ASSIGNMENT
Without omission or alteration, write out all of the data.

RECORD SET

::::::::

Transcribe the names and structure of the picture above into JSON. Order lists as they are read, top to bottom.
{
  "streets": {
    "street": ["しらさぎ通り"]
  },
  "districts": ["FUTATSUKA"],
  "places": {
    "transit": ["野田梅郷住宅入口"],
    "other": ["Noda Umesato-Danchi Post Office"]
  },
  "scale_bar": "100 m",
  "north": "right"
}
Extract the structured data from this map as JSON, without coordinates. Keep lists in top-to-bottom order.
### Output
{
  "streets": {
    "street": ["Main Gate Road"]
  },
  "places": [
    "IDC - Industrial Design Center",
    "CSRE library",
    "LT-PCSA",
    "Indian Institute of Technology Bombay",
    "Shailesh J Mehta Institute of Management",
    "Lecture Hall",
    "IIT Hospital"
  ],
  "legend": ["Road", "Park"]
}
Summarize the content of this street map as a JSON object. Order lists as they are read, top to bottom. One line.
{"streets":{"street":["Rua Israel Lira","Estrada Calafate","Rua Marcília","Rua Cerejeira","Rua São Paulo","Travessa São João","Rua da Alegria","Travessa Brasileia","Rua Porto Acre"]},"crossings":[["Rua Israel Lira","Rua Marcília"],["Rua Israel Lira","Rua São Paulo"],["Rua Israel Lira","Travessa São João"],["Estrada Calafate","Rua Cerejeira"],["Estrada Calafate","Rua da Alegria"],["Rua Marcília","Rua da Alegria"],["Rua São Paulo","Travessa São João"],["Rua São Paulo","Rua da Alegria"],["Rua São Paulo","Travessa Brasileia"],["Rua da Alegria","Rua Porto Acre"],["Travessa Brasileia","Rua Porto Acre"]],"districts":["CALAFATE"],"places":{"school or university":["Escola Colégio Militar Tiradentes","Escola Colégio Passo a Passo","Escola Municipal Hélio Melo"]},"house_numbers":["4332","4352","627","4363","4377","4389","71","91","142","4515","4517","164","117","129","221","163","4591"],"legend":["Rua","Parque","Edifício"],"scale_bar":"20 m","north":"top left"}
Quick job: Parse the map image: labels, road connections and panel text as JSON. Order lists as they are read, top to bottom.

::::::::

RESULT FOR THIS TASK
Transcribe the names and structure of the picture above into JSON. Order lists as they are read, top to bottom.
{
  "streets": {
    "street": ["しらさぎ通り"]
  },
  "districts": ["FUTATSUKA"],
  "places": {
    "transit": ["野田梅郷住宅入口"],
    "other": ["Noda Umesato-Danchi Post Office"]
  },
  "scale_bar": "100 m",
  "north": "right"
}
Extract the structured data from this map as JSON, without coordinates. Keep lists in top-to-bottom order.
### Output
{
  "streets": {
    "street": ["Main Gate Road"]
  },
  "places": [
    "IDC - Industrial Design Center",
    "CSRE library",
    "LT-PCSA",
    "Indian Institute of Technology Bombay",
    "Shailesh J Mehta Institute of Management",
    "Lecture Hall",
    "IIT Hospital"
  ],
  "legend": ["Road", "Park"]
}
Summarize the content of this street map as a JSON object. Order lists as they are read, top to bottom. One line.
{"streets":{"street":["Rua Israel Lira","Estrada Calafate","Rua Marcília","Rua Cerejeira","Rua São Paulo","Travessa São João","Rua da Alegria","Travessa Brasileia","Rua Porto Acre"]},"crossings":[["Rua Israel Lira","Rua Marcília"],["Rua Israel Lira","Rua São Paulo"],["Rua Israel Lira","Travessa São João"],["Estrada Calafate","Rua Cerejeira"],["Estrada Calafate","Rua da Alegria"],["Rua Marcília","Rua da Alegria"],["Rua São Paulo","Travessa São João"],["Rua São Paulo","Rua da Alegria"],["Rua São Paulo","Travessa Brasileia"],["Rua da Alegria","Rua Porto Acre"],["Travessa Brasileia","Rua Porto Acre"]],"districts":["CALAFATE"],"places":{"school or university":["Escola Colégio Militar Tiradentes","Escola Colégio Passo a Passo","Escola Municipal Hélio Melo"]},"house_numbers":["4332","4352","627","4363","4377","4389","71","91","142","4515","4517","164","117","129","221","163","4591"],"legend":["Rua","Parque","Edifício"],"scale_bar":"20 m","north":"top left"}
Quick job: Parse the map image: labels, road connections and panel text as JSON. Order lists as they are read, top to bottom.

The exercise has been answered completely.